CVE-2021-27034: 
Autodesk Design Review vulnerability analysis and mitigation

CVE-2021-27034 is a heap-based buffer overflow vulnerability discovered in Autodesk Design Review versions 2018, 2017, 2013, 2012, and 2011. The vulnerability was disclosed on July 9, 2021, and affects the parsing functionality of multiple file formats including PICT, PCX, RCL, and TIFF files (NVD, Autodesk Advisory).

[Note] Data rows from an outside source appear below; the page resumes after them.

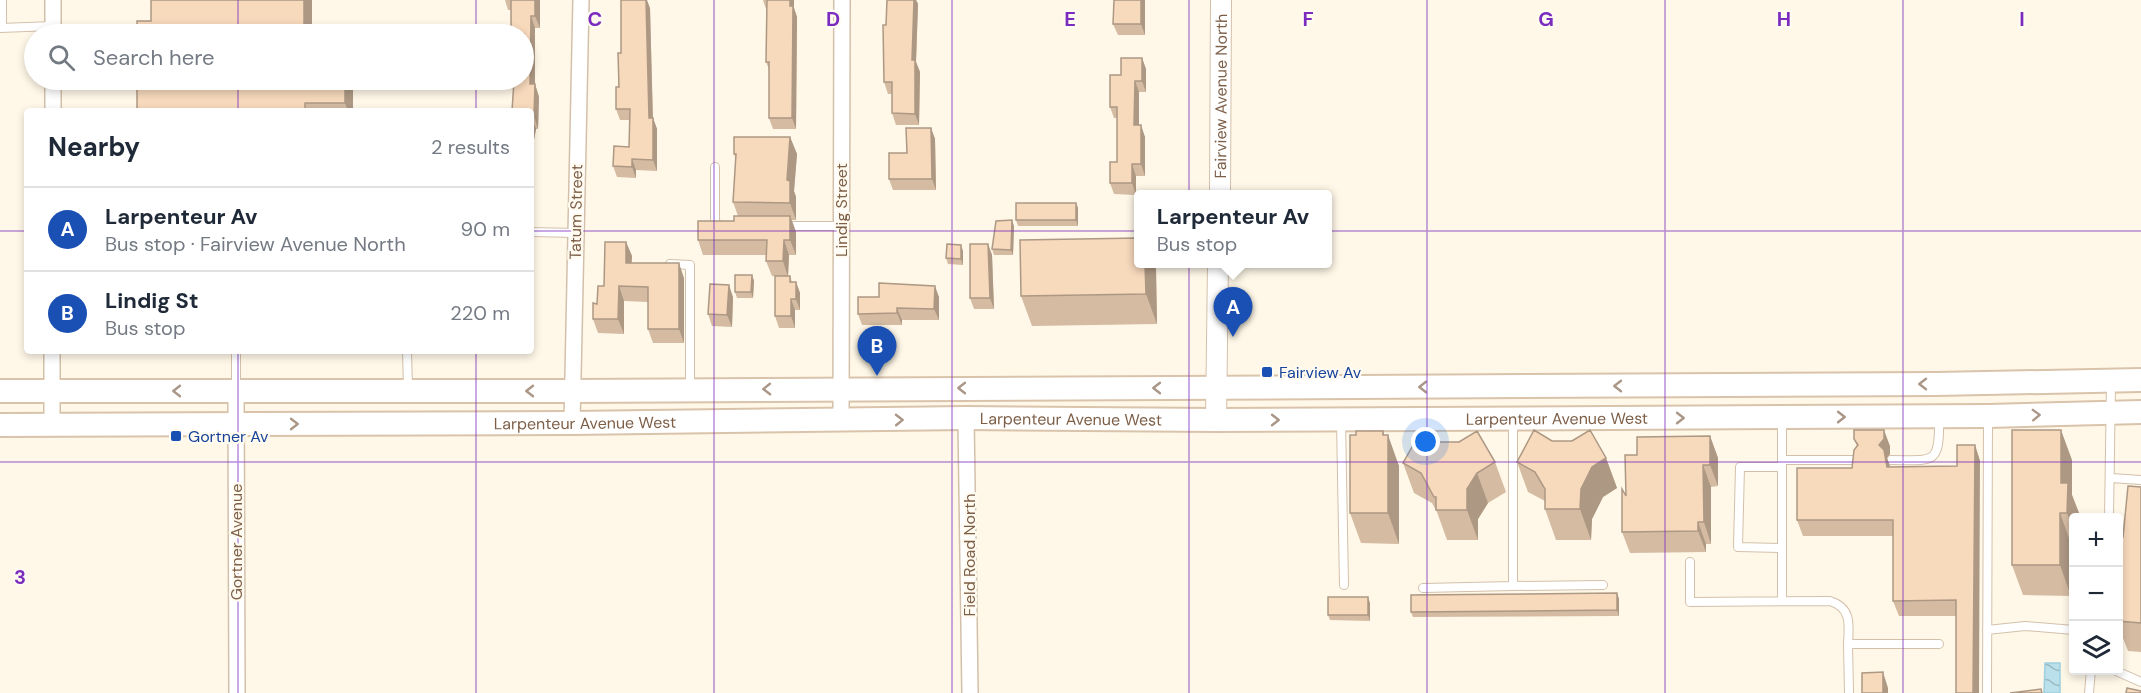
<!DOCTYPE html>
<meta charset="utf-8">
<style>
:root{--surface:#fff;--page:#f2f2f3;--text:#1f2937;--muted:#747a83;--line:#e0e1e3;--accent:#ea580c}
body{margin:0;font-family:"DM Sans",sans-serif;background:var(--page);color:var(--text)}
.controls{position:absolute;right:18px;bottom:18px;display:grid;overflow:hidden;border-radius:6px;box-shadow:0 3px 9px #0003}
.controls button{width:54px;height:54px;display:grid;place-items:center;padding:0;border:0;border-bottom:2px solid var(--line);background:var(--surface);color:var(--text);font:30px sans-serif}
.you{position:absolute;left:1426px;top:442px;width:21px;height:21px;margin:-15px;border:4px solid #fff;border-radius:50%;background:#1a73e8;box-shadow:0 0 0 9px #1a73e833}
.badge{display:grid;place-items:center;width:39px;height:39px;border-radius:50%;background:var(--accent);color:#fff;font-size:20px;font-weight:700}
.pin{position:absolute;translate:-50% -50px;filter:drop-shadow(0 2px 3px #0008)}
.pin::after{content:'';position:absolute;top:32px;width:21px;height:18px;background:inherit;clip-path:polygon(0 0,100% 0,50% 100%)}
.popup{position:absolute;left:1134px;top:190px;width:198px;height:78px;box-sizing:border-box;display:grid;place-content:center;border-radius:6px;background:var(--surface);filter:drop-shadow(0 2px 4px #0005);font-size:20px;white-space:nowrap;color:var(--muted)}
.popup b{font-size:22px;color:var(--text)}
.popup::after{content:'';position:absolute;left:50%;top:100%;margin-left:-12px;border:12px solid transparent;border-top-color:var(--surface)}
.list{margin:0;padding:0;list-style:none}
h2{display:flex;justify-content:space-between;align-items:center;height:78px;margin:0;padding:0 24px;font-size:26px}
h2 small{font-size:20px;font-weight:400;color:var(--muted)}
.list li{display:grid;grid-template-columns:39px 1fr auto;gap:18px;align-items:center;box-sizing:border-box;height:84px;padding:0 24px;border-top:2px solid var(--line)}
.list b{display:block;font-size:22px;white-space:nowrap}
.list p{margin:0;font-size:20px;white-space:nowrap;color:var(--muted)}
.list em{font-size:20px;font-style:normal;color:var(--muted)}
.icon{flex:none;width:33px;height:33px;fill:none;stroke:currentColor;stroke-width:2;stroke-linecap:round;stroke-linejoin:round}
.map{position:relative;flex:none;width:2141px;height:693px;overflow:hidden}
.search{position:absolute;background:var(--surface);box-shadow:0 3px 9px #0003;left:24px;top:24px;width:510px;height:66px;display:flex;align-items:center;gap:15px;box-sizing:border-box;padding:0 21px;border-radius:33px;color:var(--muted);font-size:22px}
.panel{position:absolute;background:var(--surface);box-shadow:0 3px 9px #0003;left:24px;top:108px;width:510px;height:246px;border-radius:6px}
.map>svg:first-child{display:block}
</style>
<div class="map">
<svg width="2141" height="693" viewBox="0 0 2141 693">
<defs>
<pattern id="water-waves" width="16" height="10" patternUnits="userSpaceOnUse" patternTransform="scale(1.5)"><rect width="16" height="10" fill="#b9e0eb"/><path d="M0 5q4-4 8 0t8 0" fill="none" stroke="#9cb9c0"/></pattern>
</defs>
<rect width="100%" height="100%" fill="#fff8e8"/>
<!-- water -->
<path fill="url(#water-waves)" stroke="#9ecfde" stroke-width="1.5" d="M2045 663H2060V693H2044Z"/>
<g fill="none" stroke-linecap="round" stroke-linejoin="round">
<defs>
<path id="service" d="M2 0V28
M0 28 53 26
M715 167V225H720
M786 226H841
M531 232 576 233
M670 264 690 265V388
M236 351V389
M407 351 408 388
M1513 420V586L1603 585
M1341 421 1344 585
M1782 460H1858
M1891 460C1933 460 1940 466 1939 419
M2111 478 2141 480
M2109 518 2111 382
M1782 548 1738 547 1740 467H1782
M1690 562V602L1830 601C1852 608 1849 625 1848 644
M1423 588 1513 586
M1782 601V419
M1987 630 2025 626 2074 630
M2114 670 2141 682
M1849 693 1848 644H1939
M1987 693 1988 418
M2089 693 2091 670"/>
<path id="minor" d="M53 34V0
M53 111V80
M52 351V425
M236 391 237 693
M966 418 970 693
M841 421 842 0
M572 423 581 0"/>
<g id="tertiary">
<path id="s1" d="M1220 194 1221 0"/>
<path d="M1216 420 1218 264"/>
</g>
<g id="secondary">
<path d="M0 391H572L1936 384 2141 380"/>
<path id="s2" d="M0 425 572 423 966 418 1216 420 1988 416 2141 412"/>
</g>
</defs>
<!-- service casing -->
<use href="#service" stroke="#d3c0ab" stroke-width="10"/>
<!-- minor casing -->
<use href="#minor" stroke="#d3c0ab" stroke-width="18"/>
<!-- tertiary casing -->
<use href="#tertiary" stroke="#d3c0ab" stroke-width="22"/>
<!-- secondary casing -->
<use href="#secondary" stroke="#d9c3ab" stroke-width="26"/>
<!-- service -->
<use href="#service" stroke="#fff" stroke-width="8"/>
<!-- minor -->
<use href="#minor" stroke="#fff" stroke-width="15"/>
<!-- tertiary -->
<use href="#tertiary" stroke="#fff" stroke-width="20"/>
<!-- secondary -->
<use href="#secondary" stroke="#fff" stroke-width="22"/>
</g>
<!-- wall -->
<path fill="#d4bba2" d="M505 0H540V28H535V84L539 97 538 129H536L533 145 531 218V111L511 34V10H508Z
M763 0H794V8L797 17 796 129H773L769 118V69L766 62 767 9H766Z
M887 0H916L918 4 916 62 920 72 919 125H896L892 113V94H888L884 82Z
M1145 0V35H1118L1113 24Z
M650 8 653 118 657 129V171L636 170V178L617 177 613 166 629 147 630 120H620L616 109 621 53Z
M1142 58 1146 69V92H1139V125L1145 137V176H1136V195L1114 194 1110 183 1117 162V118H1114L1110 107Z
M137 80H351L353 85V111H137Z
M931 128 935 139 936 190H893L889 179 907 153Z
M790 137 797 154 794 191 796 197V220H792L796 232V255H789L788 276H790L792 282H796L800 293V310H795V328H779L775 316V276H772L766 261V255H703L698 240 734 221 738 216 733 202 736 159 734 154Z
M1076 203 1078 208V226H1018L1016 220Z
M1014 226 1013 255H994L992 249Z
M626 242 632 256 631 263 684 278V343H653L648 329V302L624 301V334L598 333 593 319 597 304 604 286Z
M988 244 992 255 994 309H974L970 298Z
M963 251V265L948 264 946 258Z
M1138 264H1154L1156 269 1157 324 1032 326 1021 296Z
M752 275 754 281 753 298H737L735 292Z
M733 297 732 327 712 326 708 314Z
M939 297V320H902V325H862L858 314Z
M1384 435 1399 466V544L1361 543 1350 513Z
M1710 436 1718 458V486L1711 487V544H1706V552L1630 553 1622 532 1637 455Z
M1854 439 1890 446V454L1887 458 1890 467 1957 466 1975 445 1980 461 1956 616H1899L1893 601V536H1803L1797 520 1852 468 1857 446Z
M1552 441 1606 458 1617 488 1603 497 1592 519 1591 540H1556L1545 509V501L1528 492 1517 462Z
M1439 442 1495 462 1506 492 1488 503 1478 519V540H1447L1437 512 1432 503 1414 493 1403 463Z
M2072 460V495L2079 513V518H2073V544H2071V596L2023 595 2012 565Z
M2141 487V652L2128 651 2118 625V601L2120 583 2118 579V537H2123Z
M1617 593 1619 599V616L1413 617 1411 612Z
M1370 603V621L1330 620 1328 615Z"/>
<!-- shaded-wall -->
<path fill="#ad9884" d="M304 0H312V34H304Z
M535 0H540V28L535 16Z
M646 0H647L650 8 653 128V118L657 129V171L653 160 649 118Z
M790 0H794V8L797 17 796 129 792 118Z
M914 0H916L918 4 916 62 920 72 919 125 915 114 912 60Z
M1141 0H1145V35L1141 24Z
M531 16 535 28V84L539 97 538 129 534 116 530 84Z
M1142 58 1146 69V92L1142 81Z
M345 80H351L353 85V111H348L345 103Z
M1135 81 1139 92V137L1134 125Z
M531 116 536 129 533 145 531 218Z
M1141 125 1145 137V176L1141 164Z
M931 128 935 139 936 190 932 179Z
M790 137 797 154 794 191 796 197V220L790 203 787 180Z
M632 159 636 170V178L632 167Z
M1132 164 1136 176V195L1132 183Z
M1076 203 1078 208V226L1076 220Z
M790 216 796 232V255L790 240Z
M1012 220 1014 226 1013 255 1011 250Z
M531 238 533 243V261L531 257Z
M784 240 789 255 788 277 783 261Z
M626 242 632 256 631 278 626 263Z
M988 244 992 255 994 309 990 298Z
M961 245 963 251V265L961 259Z
M679 263 684 278V343L679 329Z
M1145 264H1154L1156 269 1157 324 1146 294Z
M752 275 754 281 753 298 751 292Z
M796 282 800 293V310L796 299Z
M729 285 733 297 732 327 727 315Z
M619 286 624 301V334L618 319Z
M935 286 939 297V320L934 309Z
M791 299 795 310V328L791 316Z
M897 308 902 320V325L897 313Z
M1884 430 1890 446V454L1887 458 1890 466 1892 483 1879 445Z
M2061 430 2072 460V495L2079 513V518H2073V530L2067 513 2061 483Z
M1383 431 1388 446V435L1399 466V544L1388 513Z
M1710 436 1718 458V486L1710 465Z
M1975 445 1980 461 1979 693H1973Z
M1606 458 1617 488 1603 497 1592 519 1591 540 1580 509 1581 489 1592 467Z
M1703 465 1711 487V544L1704 522Z
M1477 473 1488 503 1478 519V540L1467 510V489Z
M2060 513 2071 544V596L2060 565Z
M1698 522 1706 544V552L1698 531Z
M1617 593 1619 599V616L1617 610Z
M1368 597 1370 603V621L1368 615Z
M1883 672 1888 688V693H1883Z"/>
<!-- building -->
<path fill="#f7d9bc" stroke="#ad9884" stroke-width="1.5" d="M151 0H304V34H137V21H151Z
M511 0H535V16H531L530 84H535L534 116H531V111H512L514 80H524V34H507H511Z
M621 0H646L649 118H653V160L632 159V167L613 166 614 146 629 147 630 109H616V87H619L618 53H621Z
M767 0H790V6H793L792 118H769V62H766Z
M887 0H914L912 60H915V114L892 113V82H884L883 25H886Z
M1114 0H1141V24H1113Z
M1121 58H1142V81H1135L1134 125H1141V164H1132V183H1110V162H1117V107H1110V75H1121Z
M137 80H345V103H305V111H137Z
M906 128H931L932 179H889V153H907Z
M734 137H790L787 180 790 181V203L733 202 736 154H734Z
M1016 203H1076V220H1016Z
M734 216H790V240H784L783 261H766L767 240H698V221H734Z
M1012 220 1011 250 992 249 996 221Z
M1138 238V264H1145L1146 294 1021 296 1020 240Z
M605 242H626V263H679V329H648V287L619 286 618 319H593V303L597 304 598 286H604Z
M947 244 961 245V259L946 258Z
M970 244H988L990 298H970Z
M735 275H752L751 292H735Z
M775 276H790V282H796V299H791V316H775Z
M879 283 935 286 934 309 897 308V313L858 314V297H879Z
M710 284 729 285 727 315 708 314Z
M1534 430 1552 441H1572L1590 430 1606 458 1592 467 1581 489 1580 509H1545V489L1535 472 1517 462Z
M1854 430H1884V439L1879 445 1884 450 1887 467 1957 466V445H1975L1973 693H1956V600L1893 601V520H1797V468H1852L1854 450 1858 445 1854 439Z
M2012 430H2061V483H2068L2067 513H2060V565H2012Z
M1356 431H1383V435H1388V513H1350V435H1356Z
M1421 431 1439 442H1459L1477 431 1495 462 1477 473 1467 489V510H1436V497H1434L1421 473 1403 463Z
M1710 436V465H1703L1704 522H1698V531L1622 532V489L1626 496 1625 455H1637V437Z
M2128 486 2141 487V623L2118 621V601L2121 568H2118V537H2123Z
M1617 593V610L1411 612V595Z
M1328 597H1368V615H1328Z
M1883 672V693H1862V673Z
M2127 688 2141 691V693H2126Z
M2041 689 2042 693H2010Z"/>
<!-- one-way arrows -->
<defs><path id="oneway-chevron" d="M-2-3.5L2.5 0L-2 3.5" fill="none" stroke-width="1.6" stroke-linecap="round" stroke-linejoin="round" transform="scale(1.5)"/></defs>
<g stroke="#aa9788">
<use href="#oneway-chevron" transform="translate(1923 384) rotate(180)"/>
<use href="#oneway-chevron" transform="translate(1618 386) rotate(180)"/>
<use href="#oneway-chevron" transform="translate(1423 387) rotate(180)"/>
<use href="#oneway-chevron" transform="translate(962 388) rotate(180)"/>
<use href="#oneway-chevron" transform="translate(1157 388) rotate(180)"/>
<use href="#oneway-chevron" transform="translate(767 389) rotate(179)"/>
<use href="#oneway-chevron" transform="translate(177 391) rotate(180)"/>
<use href="#oneway-chevron" transform="translate(530 391) rotate(-180)"/>
<use href="#oneway-chevron" transform="translate(2036 415) rotate(-2)"/>
<use href="#oneway-chevron" transform="translate(1841 417)"/>
<use href="#oneway-chevron" transform="translate(1680 418)"/>
<use href="#oneway-chevron" transform="translate(899 420) rotate(-1)"/>
<use href="#oneway-chevron" transform="translate(1275 420)"/>
<use href="#oneway-chevron" transform="translate(294 424)"/>
</g>
<!-- grid -->
<path fill="none" stroke="#7b2cbf" stroke-width="1.5" stroke-opacity="0.55" d="M238 0V34M476 0V34M714 0V693M952 0V693M1189 0V693M1427 0V693M1665 0V693M1903 0V693M238 80V111M476 80V111M0 231H27M531 231H2141M238 351V693M476 351V693M0 462H2141"/>
<!-- markers -->
<g fill="#1a4fb4" stroke="#fffbf1" stroke-width="2">
<rect x="1261" y="366" width="12" height="12" rx="3"/>
<rect x="170" y="430" width="12" height="12" rx="3"/>
</g>
<g text-anchor="middle" dominant-baseline="central" stroke-width="4.5" stroke-linejoin="round" paint-order="stroke">
<!-- street labels -->
<g font-size="16" fill="#7d5f48" stroke="#fffbf1">
<text stroke="none"><textPath href="#s1" startOffset="98">Fairview Avenue North</textPath></text>
<text transform="translate(841 210) rotate(-90)">Lindig Street</text>
<text transform="translate(576 212) rotate(-89)">Tatum Street</text>
<text stroke="none"><textPath href="#s2" startOffset="1071">Larpenteur Avenue West</textPath></text>
<text stroke="none"><textPath href="#s2" startOffset="1557">Larpenteur Avenue West</textPath></text>
<text stroke="none"><textPath href="#s2" startOffset="585">Larpenteur Avenue West</textPath></text>
<text transform="translate(236 542) rotate(-90)">Gortner Avenue</text>
<text transform="translate(969 555) rotate(-90)">Field Road North</text>
</g>
<!-- transit labels -->
<g font-size="16" fill="#164399" stroke="#fffbf1" text-anchor="start">
<text x="1279" y="372">Fairview Av</text>
<text x="188" y="436">Gortner Av</text>
</g>
</g>
<g font-size="20" text-anchor="middle" font-weight="bold" fill="#7b2cbf" stroke="#fffbf1" stroke-width="4.5" stroke-linejoin="round" paint-order="stroke">
<text x="595" y="26">C</text>
<text x="833" y="26">D</text>
<text x="1070" y="26">E</text>
<text x="1308" y="26">F</text>
<text x="1546" y="26">G</text>
<text x="1784" y="26">H</text>
<text x="2022" y="26">I</text>
<text x="20" y="584">3</text>
</g>
</svg>
<div class="controls">
<button>+</button>
<button>−</button>
<button><svg class="icon" aria-label="layers" viewBox="0 0 24 24"><path d="M12 4l9 5-9 5-9-5zM3 14l9 5 9-5"/></svg></button>
</div>
<div class="you"></div>
<div class="pin badge" style="left:1233px;top:337px;background:#1a4fb4">A</div>
<div class="popup"><b>Larpenteur Av</b>Bus stop</div>
<div class="pin badge" style="left:877px;top:376px;background:#1a4fb4">B</div>
<div class="search"><svg class="icon" aria-label="search" viewBox="0 0 24 24"><circle cx="10" cy="10" r="6"/><path d="M15 15l6 6"/></svg>Search here</div>
<section class="panel">
<h2>Nearby<small>2 results</small></h2>
<ul class="list">
<li><span class="badge" style="background:#1a4fb4">A</span><div><b>Larpenteur Av</b><p>Bus stop · Fairview Avenue North</p></div><em>90 m</em></li>
<li><span class="badge" style="background:#1a4fb4">B</span><div><b>Lindig St</b><p>Bus stop</p></div><em>220 m</em></li>
</ul>
</section>
</div>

The vulnerability stems from improper validation of user-supplied data length before copying it to a fixed-length heap-based buffer during file parsing operations. It has been assigned a CVSS v3.1 base score of 7.8 (High), with the vector string CVSS:3.1/AV:L/AC:L/PR:N/UI:R/S:U/C:H/I:H/A:H. The vulnerability is classified as CWE-787 (Out-of-bounds Write) (NVD, ZDI Advisory).

If successfully exploited, this vulnerability allows remote attackers to execute arbitrary code on affected installations of Autodesk Design Review. The impact includes potential unauthorized code execution in the context of the current process, which could lead to complete system compromise (ZDI Advisory).

Autodesk has released a security hotfix (2018 Hotfix 4) to address this vulnerability. Users of Autodesk Design Review 2018 are strongly recommended to download and install this security update. Users of version 2013 or earlier must upgrade to version 2018 or later. As a general best practice, users are advised to only open files from trusted sources (Autodesk Advisory).